Simon observa un silence songeur.
- D'accord. Quoi d'autre ?
Elle frissonna. Il se serra aussitôt contre elle, et elle se sentit mieux. En sécurité.
- Du sang, souffla-t-elle. C'est l'hiver. De la neige recouvre le sol, et elle est tachée de sang. J'ai aussi vu des plumes. (Elle tourna la tête vers Simon.) C'est pourquoi j'ai essayé de crier, d'attirer l'attention de quelqu'un. J'ai vu des plumes noires brisées dans la neige écarlate.
Simon la dévisageait.
- Tu les as vues ? Il ne faisait donc pas nuit ?
Elle réfléchit un moment, puis secoua la tête.
- Non. Il n'y avait pas beaucoup de soleil, mais il faisait jour.
- As-tu reconnu l'endroit ?
- Non. Je ne me souviens d'aucun détail susceptible de préciser le lieu, à part qu'il y avait de la neige.
Simon tendit le bras au-dessus d'elle pour éteindre la lumière.
- Dans ce cas, rendors-toi, Meg. Nous traquerons cette proie demain matin.
Il se coucha à côté d'elle et sombra instantanément dans le sommeil, exactement comme lorsqu'il se trouvait sous forme de Loup. Sauf qu'il ne se trouvait pas sous forme de Loup et qu'elle ne savait pas comment lui dire que le fait qu'il dorme dans son lit sous l'aspect d'un homme avait changé quelque chose entre eux.


Avis :

 Après un premier tome proche du coup de cœur, je n’ai pas résisté longtemps pour découvrir la suite de cette saga à l’univers très particulier. On retrouve Meg, une prophétesse de sang et les Terra Indigene, des créatures de Namid. Dans « Volée noire » deux intrigues sont présentes, celle sur le Contrôleur et celle sur le groupe Les Humains Avant Tout — HAT. Un volume beaucoup moins consistant offrant pourtant des informations denses, de ce fait, je me suis parfois détachée du récit. Néanmoins, l’ensemble de l’œuvre est addictif ; les rebondissements et révélations s’enchaînent et ne laissent aucun répit. Quelquefois le rythme s’éteint, en cause, des changements de perception réguliers cédant un goût amer ; les scènes passionnantes sont coupées pour soulever des précisions. Cette suite semble plus désorganisée, heureusement, les dialogues permettent d’harmoniser la narration de temps en temps complexe.
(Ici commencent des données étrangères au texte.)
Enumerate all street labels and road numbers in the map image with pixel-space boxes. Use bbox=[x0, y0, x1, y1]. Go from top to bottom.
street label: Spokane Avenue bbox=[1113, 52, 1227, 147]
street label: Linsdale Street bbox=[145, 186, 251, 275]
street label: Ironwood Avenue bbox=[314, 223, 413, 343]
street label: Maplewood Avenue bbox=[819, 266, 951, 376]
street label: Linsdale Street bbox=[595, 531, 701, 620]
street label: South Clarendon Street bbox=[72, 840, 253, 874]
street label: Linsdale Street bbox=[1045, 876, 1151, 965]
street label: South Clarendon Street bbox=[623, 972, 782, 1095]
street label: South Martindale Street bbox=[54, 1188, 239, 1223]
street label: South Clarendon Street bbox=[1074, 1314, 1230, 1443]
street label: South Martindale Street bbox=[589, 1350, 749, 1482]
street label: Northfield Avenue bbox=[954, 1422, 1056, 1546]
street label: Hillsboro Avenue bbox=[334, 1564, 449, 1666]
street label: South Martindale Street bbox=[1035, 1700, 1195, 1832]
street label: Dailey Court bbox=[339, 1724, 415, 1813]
Anne Bishop délivre un roman vif, sur des notes émotionnelles inattendues en bit-lit et une sphère imaginée atypique. Le tout, accompagné par des personnages attachants, des relations donnant lieu à un fort intérêt et une guerre entre les humains et les Autres, détentrice de messages enrichissants.
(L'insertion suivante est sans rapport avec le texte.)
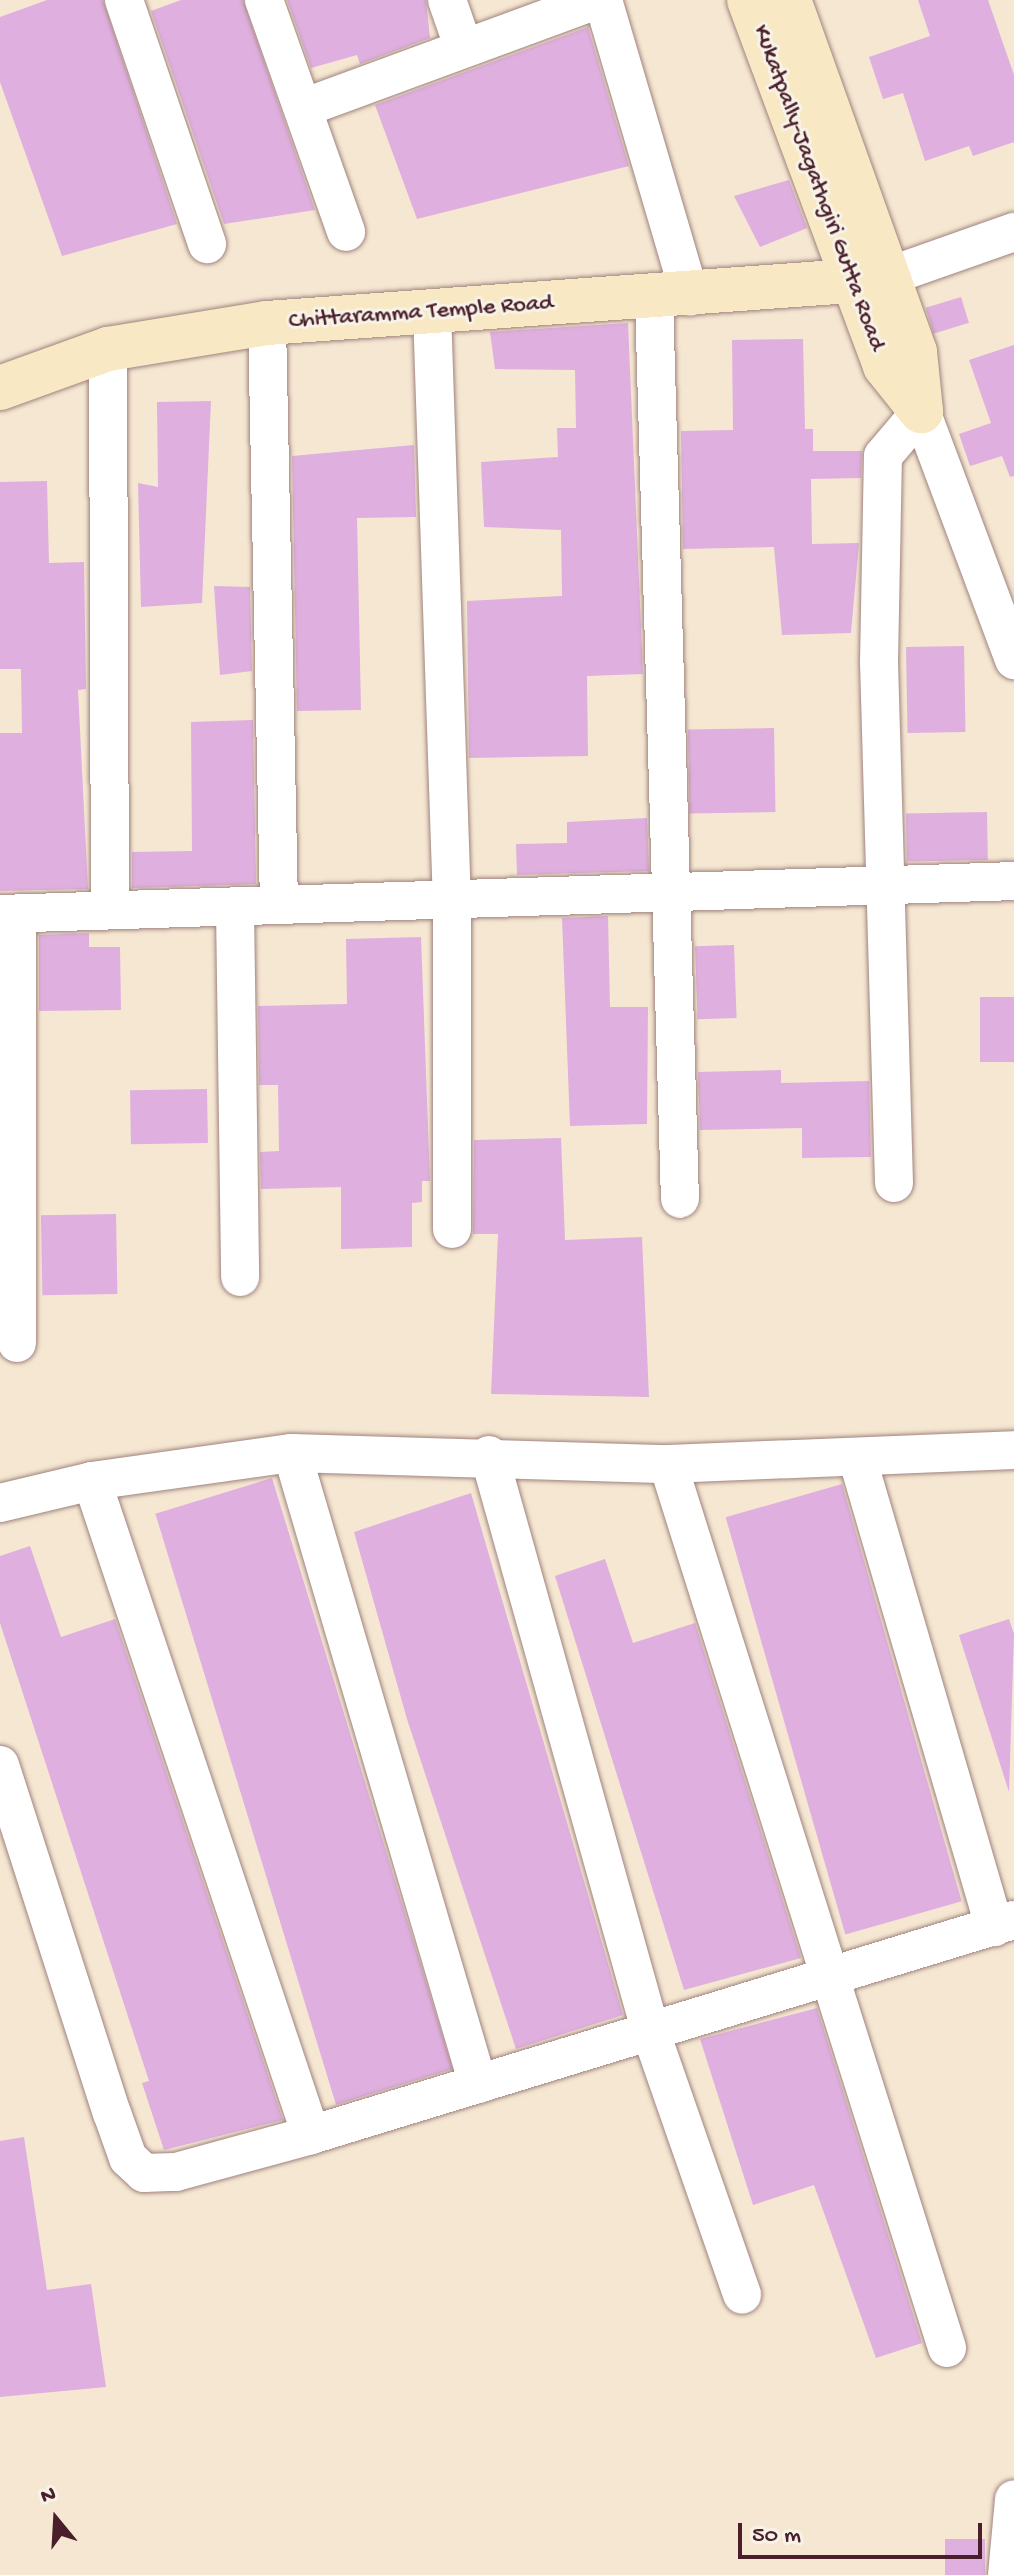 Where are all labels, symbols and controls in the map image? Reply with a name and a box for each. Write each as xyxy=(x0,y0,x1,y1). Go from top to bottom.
street label: Kukatpally-Jagathgiri Gutta Road xyxy=(746,21,890,355)
street label: Chittaramma Temple Road xyxy=(288,289,554,337)
north arrow xyxy=(16,2479,96,2559)
text: N xyxy=(38,2482,59,2511)
scale bar xyxy=(742,2507,986,2557)
text: 50 m xyxy=(752,2522,801,2551)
L’héroïne, Meg, est toujours pleine de surprises. Elle me fait vivre des sentiments, elle me fascine de plus en plus au fil de l’histoire. Cependant, sur ce tome, je l’ai trouvé absente en comparaison du précédent. Du coup, sa personnalité est moins mise en valeur pour attribuer de la place au caractère des autres personnages du roman. Heureusement, je me suis déjà prise d’affection pour elle dans « Lettres écarlates », c’est une jeune femme étonnante dans sa façon d’être, de penser, de réagir. Elle est une lumière auprès de son entourage, une guide, une liseuse d’avenir et une arme pour changer le monde et les opinions. Meg découvre la vie dans l’Enclos de Lakeside, elle se fait accepter facilement et protéger d’une main de fer. Pourtant, sa puissance ne permet aucun doute, son courage et ses capacités font d’elle une redoutable combattante, de plus elle est très créative et ses visions lui offrent des possibilités infinies. Le danger de la mort rôde autour de cette protagoniste, j’éprouve une peur immense de la perdre ; à chacune de ses nouvelles entailles, elle s’approche fatalement de son dernier souffle. Un suicide par sacrifice, lent et inconnu.
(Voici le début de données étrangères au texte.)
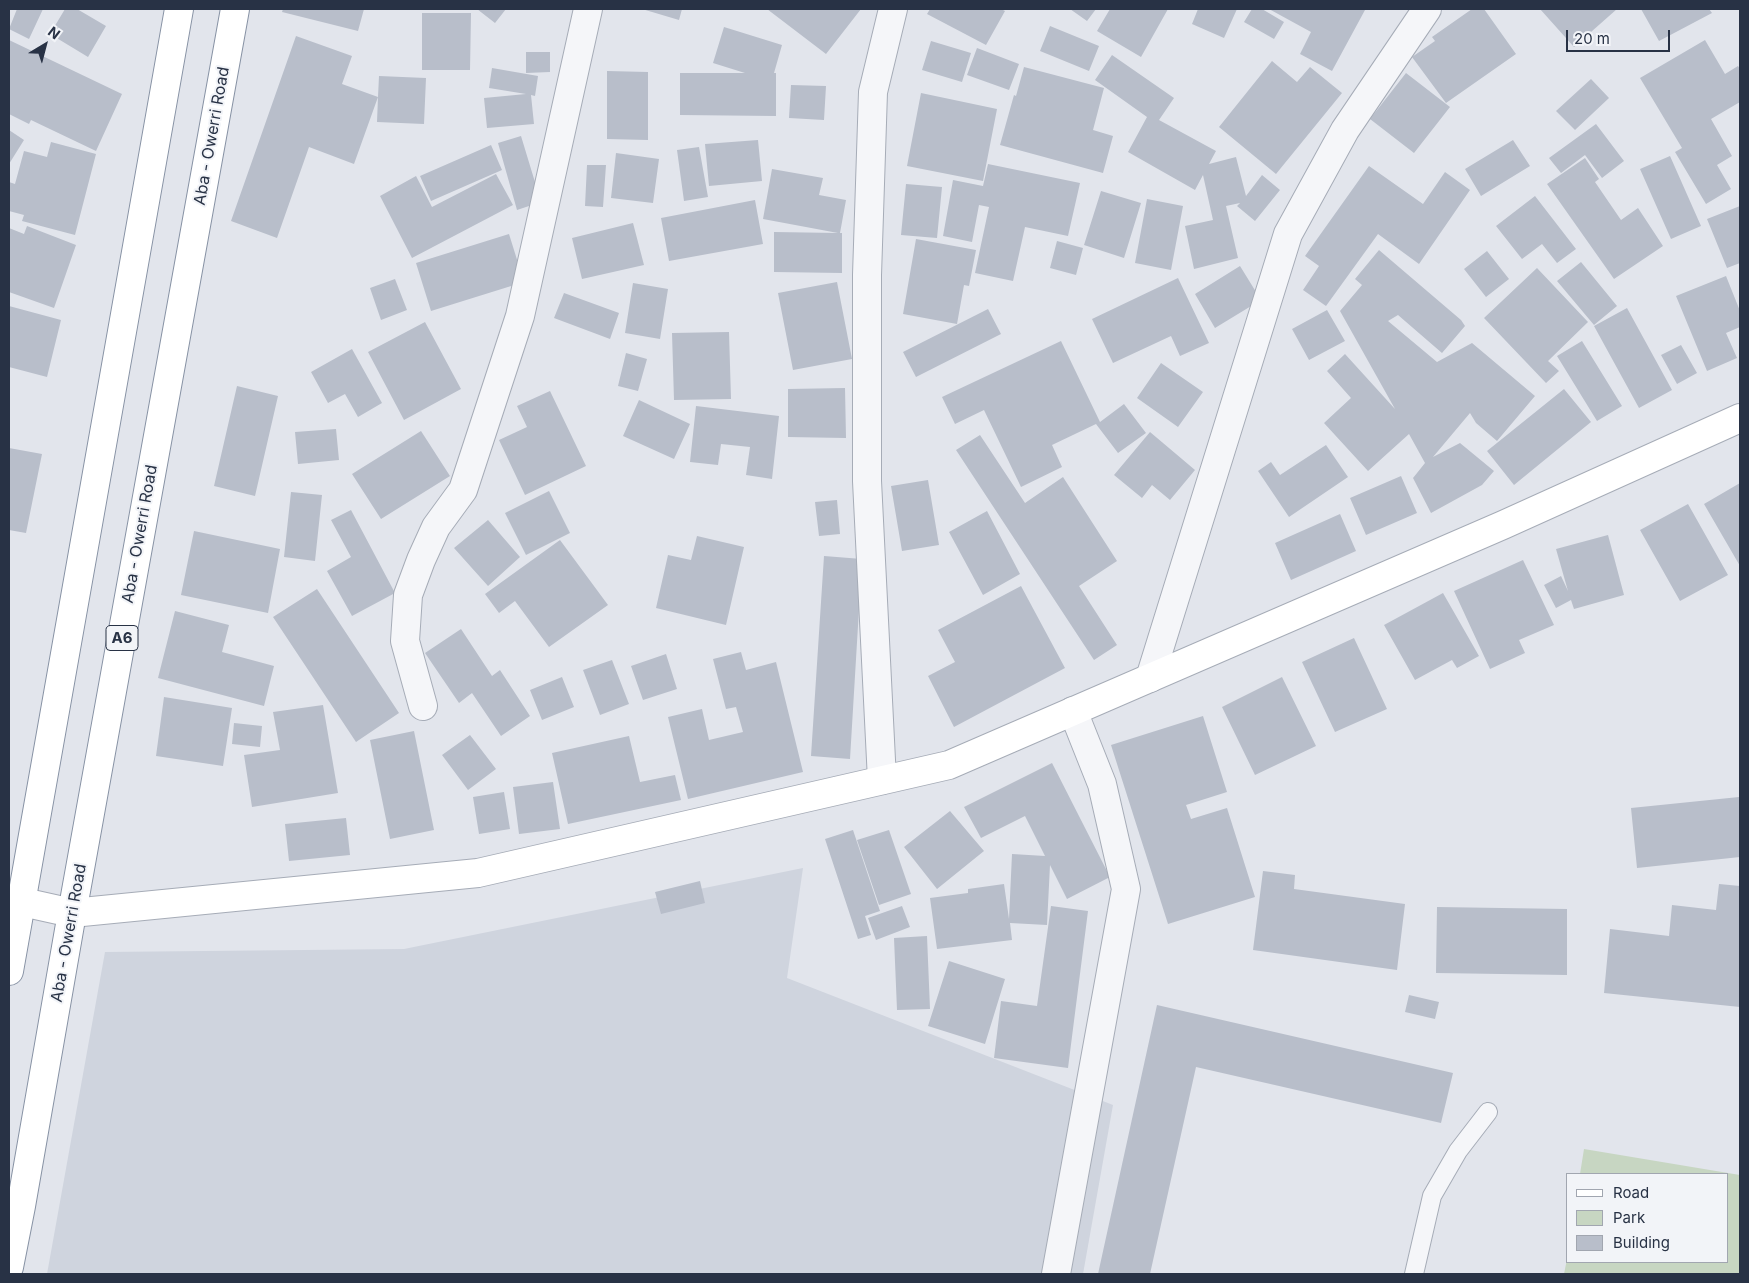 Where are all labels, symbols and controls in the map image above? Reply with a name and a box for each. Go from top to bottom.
north arrow [20,20,70,70]
scale bar [1569,20,1673,52]
text: N [45,23,64,43]
text: 20 m [1574,29,1610,48]
street label: Aba - Owerri Road [190,65,234,207]
street label: Aba - Owerri Road [118,463,162,605]
road number: A6 [106,626,138,650]
street label: Aba - Owerri Road [47,862,91,1004]
legend [1566,1173,1729,1263]
text: Road [1613,1183,1649,1202]
text: Park [1613,1208,1645,1227]
text: Building [1613,1233,1670,1252]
Simon devient dans cette séquence un personnage beaucoup plus important, son côté secret est toutefois toujours d’actualité. Un héros révélateur de sentiment pour les humains, malgré son âme de prédateur. Il est plutôt pudique, et doute de plus en plus de lui-même et de ses devoirs de chef. Ses attitudes paraissent encore disproportionnées, et son incompréhension envers les femmes est plutôt amusante. Un homme-loup, plus proche de l’animal que de l’humain. Pour moi, cet être est un mystère, je suis dans l’impossibilité de le cerner totalement. Peut-être que ses indécisions laissent planer des ombres sur son tempérament, et ne consentent pas à révéler son cœur ou ses émotions. En vérité, Simon sait nous mettre dans tous nos états, c’est le genre d’homme séduisant, protecteur, meneur et réservé envers ce qu’il ressent. Il caresse sans cesse mon attention, sa manière de fonctionner, son besoin d’être flatté, son comportement joueur, son masque énigmatique et son image d’homme invincible voulant des câlins. Il est différent, un peu étrange et je l’apprécie beaucoup pour ces deux raisons ; aussi le fait qu’il soit insaisissable est captivant et provoque un appétit d’en savoir davantage sur ce protagoniste, à part des autres.

Les personnages secondaires ne sont plus tout à fait les mêmes, ici, ce sont plutôt les policiers de Lakeside, Burke et Monty ; ils sont agréables et instinctifs. Ils savent où est leur place, ils sont prêts à aider les Autres en dépit de leur dangerosité et des événements agressifs de la part de leurs semblables. Ils veulent se faire leur propre idée sur les Terra Indigene. Je regrette le départ de Sam, bien évidemment, ce petit garçon fait invariablement partie de l’Enclos, sauf qu’il est mis à l’écart sur ce scénario. J’ai tout particulièrement apprécié Merri Lee, très proche de Meg ; son caractère est doux et sauvage, un beau mélange sur une femme très simple et capable d’apporter un équilibre à l’héroïne. Vlad est un vampire se manifestant fréquemment dans le récit, sa sagesse est une bouffée d’air frais ; sans m’attacher à lui, je le trouve prudent et réfléchi, essentiel pour calmer Simon ou ses alliés.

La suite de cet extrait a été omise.